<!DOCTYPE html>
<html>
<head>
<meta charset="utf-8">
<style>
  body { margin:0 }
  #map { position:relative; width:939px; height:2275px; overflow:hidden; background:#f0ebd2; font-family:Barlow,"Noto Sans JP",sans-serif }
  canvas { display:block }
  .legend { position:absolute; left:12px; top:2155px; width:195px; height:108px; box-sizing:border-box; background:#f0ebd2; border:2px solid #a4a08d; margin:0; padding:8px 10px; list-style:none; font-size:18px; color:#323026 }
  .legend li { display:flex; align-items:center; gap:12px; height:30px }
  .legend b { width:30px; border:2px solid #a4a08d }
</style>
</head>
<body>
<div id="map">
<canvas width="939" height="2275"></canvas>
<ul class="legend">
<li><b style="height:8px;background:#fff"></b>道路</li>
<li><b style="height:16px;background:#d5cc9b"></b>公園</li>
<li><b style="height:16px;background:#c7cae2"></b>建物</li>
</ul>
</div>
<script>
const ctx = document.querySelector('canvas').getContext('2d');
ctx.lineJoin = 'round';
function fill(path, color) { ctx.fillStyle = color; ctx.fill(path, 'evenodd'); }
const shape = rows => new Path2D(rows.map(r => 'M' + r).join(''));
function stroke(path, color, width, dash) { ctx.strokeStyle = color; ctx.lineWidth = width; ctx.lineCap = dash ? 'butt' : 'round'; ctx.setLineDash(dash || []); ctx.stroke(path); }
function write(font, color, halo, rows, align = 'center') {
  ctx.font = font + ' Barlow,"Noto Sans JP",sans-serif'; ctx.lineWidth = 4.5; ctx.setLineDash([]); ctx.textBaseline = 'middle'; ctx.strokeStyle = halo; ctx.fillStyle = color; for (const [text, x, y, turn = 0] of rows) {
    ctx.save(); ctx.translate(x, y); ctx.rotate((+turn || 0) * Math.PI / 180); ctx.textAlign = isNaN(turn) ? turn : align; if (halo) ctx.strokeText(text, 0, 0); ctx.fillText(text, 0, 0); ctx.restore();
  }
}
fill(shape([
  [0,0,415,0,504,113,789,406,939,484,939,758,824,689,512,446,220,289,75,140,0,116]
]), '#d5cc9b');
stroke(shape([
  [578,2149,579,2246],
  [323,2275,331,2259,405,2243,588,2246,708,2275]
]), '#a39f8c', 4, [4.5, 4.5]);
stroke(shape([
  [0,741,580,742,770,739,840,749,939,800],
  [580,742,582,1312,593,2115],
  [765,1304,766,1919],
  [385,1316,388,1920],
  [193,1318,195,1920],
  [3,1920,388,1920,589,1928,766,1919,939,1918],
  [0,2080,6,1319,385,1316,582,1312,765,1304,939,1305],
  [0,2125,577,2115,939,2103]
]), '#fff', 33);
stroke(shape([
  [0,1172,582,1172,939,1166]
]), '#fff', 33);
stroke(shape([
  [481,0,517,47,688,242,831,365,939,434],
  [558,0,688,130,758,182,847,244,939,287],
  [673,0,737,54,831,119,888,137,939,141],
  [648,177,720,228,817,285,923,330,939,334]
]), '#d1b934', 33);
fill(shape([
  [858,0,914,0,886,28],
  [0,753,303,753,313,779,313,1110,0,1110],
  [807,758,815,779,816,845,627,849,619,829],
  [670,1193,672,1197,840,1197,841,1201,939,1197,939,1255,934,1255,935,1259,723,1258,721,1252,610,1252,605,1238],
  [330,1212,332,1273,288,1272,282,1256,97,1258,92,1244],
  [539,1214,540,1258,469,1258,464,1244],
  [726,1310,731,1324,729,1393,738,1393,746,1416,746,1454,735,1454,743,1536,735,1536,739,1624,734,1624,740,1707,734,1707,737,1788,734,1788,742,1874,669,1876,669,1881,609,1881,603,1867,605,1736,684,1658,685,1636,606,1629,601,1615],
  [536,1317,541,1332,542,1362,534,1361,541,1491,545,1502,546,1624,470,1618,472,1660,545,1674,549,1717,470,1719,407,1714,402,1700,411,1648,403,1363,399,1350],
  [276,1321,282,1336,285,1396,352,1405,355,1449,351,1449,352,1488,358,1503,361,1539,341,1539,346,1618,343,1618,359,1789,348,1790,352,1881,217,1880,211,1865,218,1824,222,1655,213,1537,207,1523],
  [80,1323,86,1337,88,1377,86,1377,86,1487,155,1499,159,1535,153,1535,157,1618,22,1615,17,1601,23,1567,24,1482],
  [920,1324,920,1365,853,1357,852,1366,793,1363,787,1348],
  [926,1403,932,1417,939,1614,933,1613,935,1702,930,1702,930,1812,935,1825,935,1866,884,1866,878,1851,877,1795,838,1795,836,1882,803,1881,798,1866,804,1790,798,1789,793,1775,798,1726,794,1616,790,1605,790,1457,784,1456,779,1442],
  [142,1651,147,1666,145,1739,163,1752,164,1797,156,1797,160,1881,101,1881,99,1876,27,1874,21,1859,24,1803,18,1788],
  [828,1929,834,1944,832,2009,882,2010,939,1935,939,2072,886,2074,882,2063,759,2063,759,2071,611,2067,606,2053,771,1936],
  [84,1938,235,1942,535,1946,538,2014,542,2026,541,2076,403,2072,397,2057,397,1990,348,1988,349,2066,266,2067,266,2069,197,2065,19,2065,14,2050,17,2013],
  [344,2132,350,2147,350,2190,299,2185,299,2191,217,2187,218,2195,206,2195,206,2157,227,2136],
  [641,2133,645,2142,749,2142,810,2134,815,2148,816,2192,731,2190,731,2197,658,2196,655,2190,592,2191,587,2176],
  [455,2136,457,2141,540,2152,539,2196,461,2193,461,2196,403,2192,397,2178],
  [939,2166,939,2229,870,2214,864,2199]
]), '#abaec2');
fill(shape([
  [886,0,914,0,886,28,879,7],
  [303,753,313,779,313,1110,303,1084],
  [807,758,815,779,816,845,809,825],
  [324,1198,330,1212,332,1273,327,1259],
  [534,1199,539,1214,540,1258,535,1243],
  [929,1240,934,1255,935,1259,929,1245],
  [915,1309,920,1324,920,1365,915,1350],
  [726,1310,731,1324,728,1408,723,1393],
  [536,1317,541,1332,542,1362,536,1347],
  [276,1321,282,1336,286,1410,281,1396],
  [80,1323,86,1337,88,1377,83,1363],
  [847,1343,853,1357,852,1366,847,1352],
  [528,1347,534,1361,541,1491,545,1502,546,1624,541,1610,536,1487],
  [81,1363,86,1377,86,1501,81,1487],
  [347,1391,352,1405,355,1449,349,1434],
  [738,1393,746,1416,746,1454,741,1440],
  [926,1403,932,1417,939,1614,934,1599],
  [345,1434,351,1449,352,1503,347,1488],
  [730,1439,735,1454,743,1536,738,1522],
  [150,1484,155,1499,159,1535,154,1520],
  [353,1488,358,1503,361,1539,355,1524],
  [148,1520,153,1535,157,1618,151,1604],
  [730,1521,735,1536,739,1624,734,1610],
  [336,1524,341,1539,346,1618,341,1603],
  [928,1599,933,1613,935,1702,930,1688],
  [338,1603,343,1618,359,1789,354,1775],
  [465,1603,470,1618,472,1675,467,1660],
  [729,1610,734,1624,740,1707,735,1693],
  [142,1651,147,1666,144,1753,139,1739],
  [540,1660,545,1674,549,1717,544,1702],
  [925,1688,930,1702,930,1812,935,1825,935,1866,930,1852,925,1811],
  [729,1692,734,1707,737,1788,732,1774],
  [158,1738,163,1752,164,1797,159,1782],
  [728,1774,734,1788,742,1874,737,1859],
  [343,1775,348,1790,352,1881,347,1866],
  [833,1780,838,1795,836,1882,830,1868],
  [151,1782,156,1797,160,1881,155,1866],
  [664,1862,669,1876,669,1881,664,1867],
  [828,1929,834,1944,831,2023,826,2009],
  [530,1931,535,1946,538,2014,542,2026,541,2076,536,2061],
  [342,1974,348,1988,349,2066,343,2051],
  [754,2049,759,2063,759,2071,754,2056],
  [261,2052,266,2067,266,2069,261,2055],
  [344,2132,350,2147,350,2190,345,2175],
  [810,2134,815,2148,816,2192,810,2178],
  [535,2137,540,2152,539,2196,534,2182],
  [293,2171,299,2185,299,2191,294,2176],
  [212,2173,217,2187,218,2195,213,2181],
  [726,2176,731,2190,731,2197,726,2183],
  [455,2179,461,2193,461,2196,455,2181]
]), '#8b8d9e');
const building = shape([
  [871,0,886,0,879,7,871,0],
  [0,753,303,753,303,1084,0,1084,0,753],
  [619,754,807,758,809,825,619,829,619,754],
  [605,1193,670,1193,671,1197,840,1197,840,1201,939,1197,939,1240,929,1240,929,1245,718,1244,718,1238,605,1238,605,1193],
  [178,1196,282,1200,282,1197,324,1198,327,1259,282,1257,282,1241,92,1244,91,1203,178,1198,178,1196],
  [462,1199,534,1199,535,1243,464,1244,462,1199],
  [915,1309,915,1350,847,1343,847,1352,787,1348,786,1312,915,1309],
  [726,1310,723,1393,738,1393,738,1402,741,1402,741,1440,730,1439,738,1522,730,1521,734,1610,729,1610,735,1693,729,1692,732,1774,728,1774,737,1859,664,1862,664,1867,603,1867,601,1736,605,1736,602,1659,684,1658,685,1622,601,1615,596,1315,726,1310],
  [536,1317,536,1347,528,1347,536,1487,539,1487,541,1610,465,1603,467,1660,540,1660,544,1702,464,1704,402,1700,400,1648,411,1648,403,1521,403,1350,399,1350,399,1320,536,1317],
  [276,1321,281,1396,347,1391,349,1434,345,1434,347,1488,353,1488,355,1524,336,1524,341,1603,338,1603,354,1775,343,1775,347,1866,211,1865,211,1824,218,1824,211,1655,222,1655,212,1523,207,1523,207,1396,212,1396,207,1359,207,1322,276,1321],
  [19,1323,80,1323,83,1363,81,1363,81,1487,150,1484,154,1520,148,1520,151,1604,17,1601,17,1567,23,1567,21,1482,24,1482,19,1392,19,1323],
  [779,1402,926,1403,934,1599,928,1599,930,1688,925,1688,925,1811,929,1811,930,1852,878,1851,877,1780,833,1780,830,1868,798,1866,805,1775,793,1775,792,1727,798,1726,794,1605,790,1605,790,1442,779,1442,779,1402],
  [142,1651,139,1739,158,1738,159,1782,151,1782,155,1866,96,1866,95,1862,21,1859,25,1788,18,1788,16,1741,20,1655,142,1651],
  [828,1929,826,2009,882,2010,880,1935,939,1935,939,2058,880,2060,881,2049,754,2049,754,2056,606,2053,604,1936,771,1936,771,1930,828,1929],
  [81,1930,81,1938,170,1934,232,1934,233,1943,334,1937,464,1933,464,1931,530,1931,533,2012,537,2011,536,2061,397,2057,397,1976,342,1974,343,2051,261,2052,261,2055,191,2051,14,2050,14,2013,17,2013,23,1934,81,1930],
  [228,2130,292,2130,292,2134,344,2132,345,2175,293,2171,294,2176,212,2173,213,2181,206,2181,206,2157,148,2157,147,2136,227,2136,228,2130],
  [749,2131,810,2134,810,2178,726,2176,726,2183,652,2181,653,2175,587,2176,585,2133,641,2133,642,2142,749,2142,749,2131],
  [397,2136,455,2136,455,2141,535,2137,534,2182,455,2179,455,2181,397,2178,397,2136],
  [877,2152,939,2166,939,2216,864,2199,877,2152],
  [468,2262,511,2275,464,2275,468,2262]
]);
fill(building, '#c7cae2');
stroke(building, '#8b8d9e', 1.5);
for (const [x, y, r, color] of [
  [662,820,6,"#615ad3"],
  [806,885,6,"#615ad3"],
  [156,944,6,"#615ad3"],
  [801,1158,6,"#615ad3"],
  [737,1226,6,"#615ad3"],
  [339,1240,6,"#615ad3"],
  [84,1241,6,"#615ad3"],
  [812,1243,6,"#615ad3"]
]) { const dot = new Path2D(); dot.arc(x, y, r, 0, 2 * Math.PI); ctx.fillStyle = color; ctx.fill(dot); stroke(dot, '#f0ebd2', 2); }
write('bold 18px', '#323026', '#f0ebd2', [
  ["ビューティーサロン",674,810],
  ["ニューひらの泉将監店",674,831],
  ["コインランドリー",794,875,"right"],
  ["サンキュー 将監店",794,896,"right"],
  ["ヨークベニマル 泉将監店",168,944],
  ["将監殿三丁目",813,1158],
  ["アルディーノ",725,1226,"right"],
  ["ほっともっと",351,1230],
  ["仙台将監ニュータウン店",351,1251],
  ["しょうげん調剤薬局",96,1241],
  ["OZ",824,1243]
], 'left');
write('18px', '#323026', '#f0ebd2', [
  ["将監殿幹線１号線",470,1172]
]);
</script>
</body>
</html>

----------

## Instructions for the task
Beginning at the opening line of the data, transcribe each line exactly until you reach the line with "const shape = rows", which you also include, and go no further.

## Response area
<!DOCTYPE html>
<html>
<head>
<meta charset="utf-8">
<style>
  body { margin:0 }
  #map { position:relative; width:939px; height:2275px; overflow:hidden; background:#f0ebd2; font-family:Barlow,"Noto Sans JP",sans-serif }
  canvas { display:block }
  .legend { position:absolute; left:12px; top:2155px; width:195px; height:108px; box-sizing:border-box; background:#f0ebd2; border:2px solid #a4a08d; margin:0; padding:8px 10px; list-style:none; font-size:18px; color:#323026 }
  .legend li { display:flex; align-items:center; gap:12px; height:30px }
  .legend b { width:30px; border:2px solid #a4a08d }
</style>
</head>
<body>
<div id="map">
<canvas width="939" height="2275"></canvas>
<ul class="legend">
<li><b style="height:8px;background:#fff"></b>道路</li>
<li><b style="height:16px;background:#d5cc9b"></b>公園</li>
<li><b style="height:16px;background:#c7cae2"></b>建物</li>
</ul>
</div>
<script>
const ctx = document.querySelector('canvas').getContext('2d');
ctx.lineJoin = 'round';
function fill(path, color) { ctx.fillStyle = color; ctx.fill(path, 'evenodd'); }
const shape = rows => new Path2D(rows.map(r => 'M' + r).join(''));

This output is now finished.